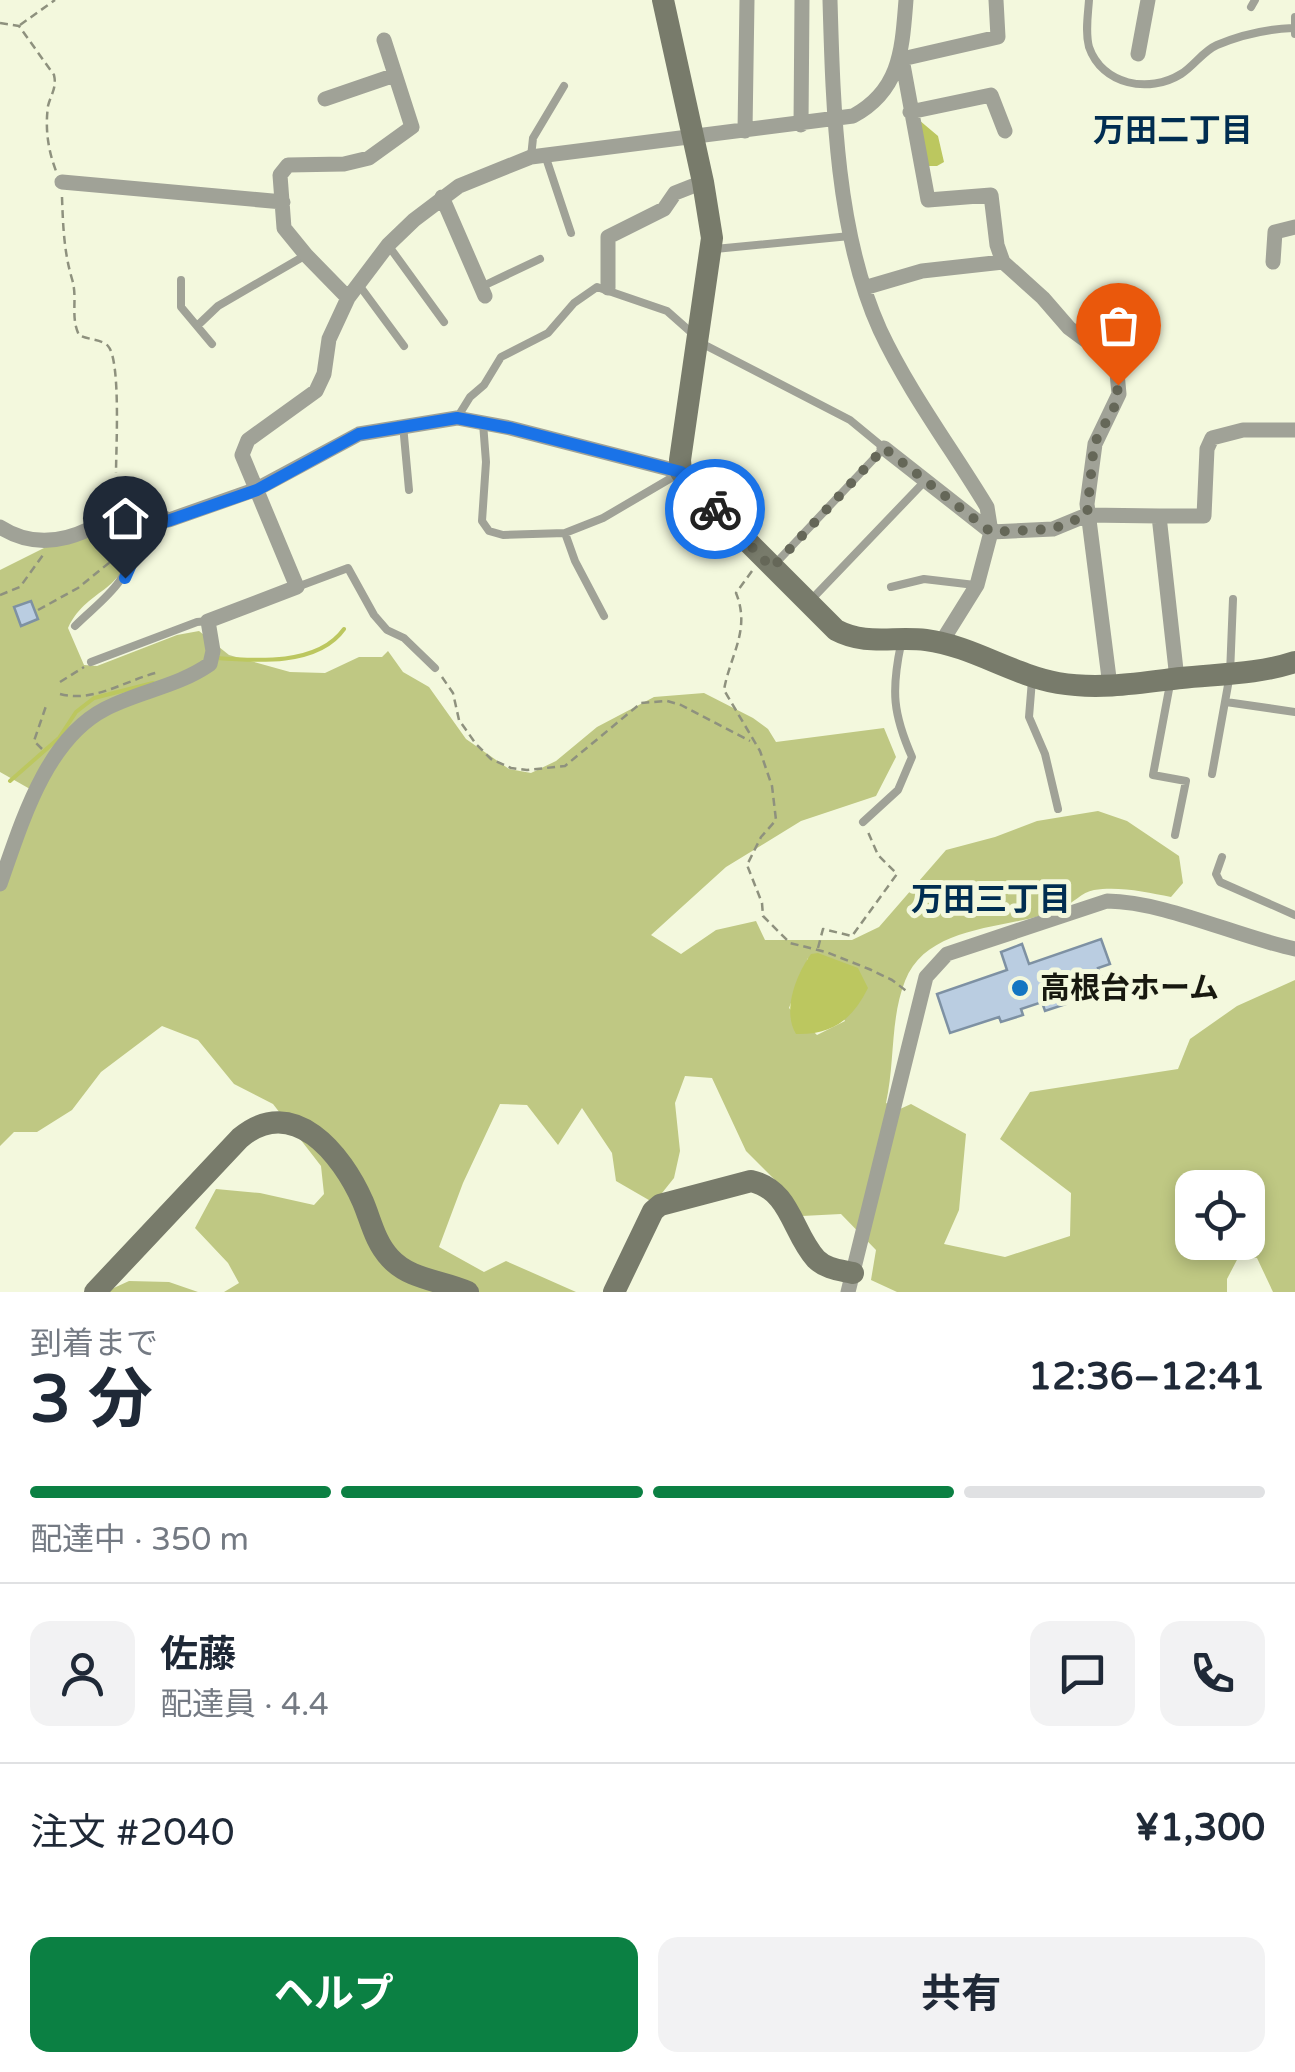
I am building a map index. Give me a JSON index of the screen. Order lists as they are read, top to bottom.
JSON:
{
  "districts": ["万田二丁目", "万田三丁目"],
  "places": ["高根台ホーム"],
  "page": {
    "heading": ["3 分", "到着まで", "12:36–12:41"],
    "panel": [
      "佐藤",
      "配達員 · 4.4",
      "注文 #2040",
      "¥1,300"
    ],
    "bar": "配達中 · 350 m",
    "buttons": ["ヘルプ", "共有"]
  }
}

☆ ☆ ☆

Leave the pictures out and copy the rest of the data exactly.

• [Completed task]
I am building a map index. Give me a JSON index of the screen. Order lists as they are read, top to bottom.
JSON:
{
  "districts": ["万田二丁目", "万田三丁目"],
  "places": ["高根台ホーム"],
  "page": {
    "heading": ["3 分", "到着まで", "12:36–12:41"],
    "panel": [
      "佐藤",
      "配達員 · 4.4",
      "注文 #2040",
      "¥1,300"
    ],
    "bar": "配達中 · 350 m",
    "buttons": ["ヘルプ", "共有"]
  }
}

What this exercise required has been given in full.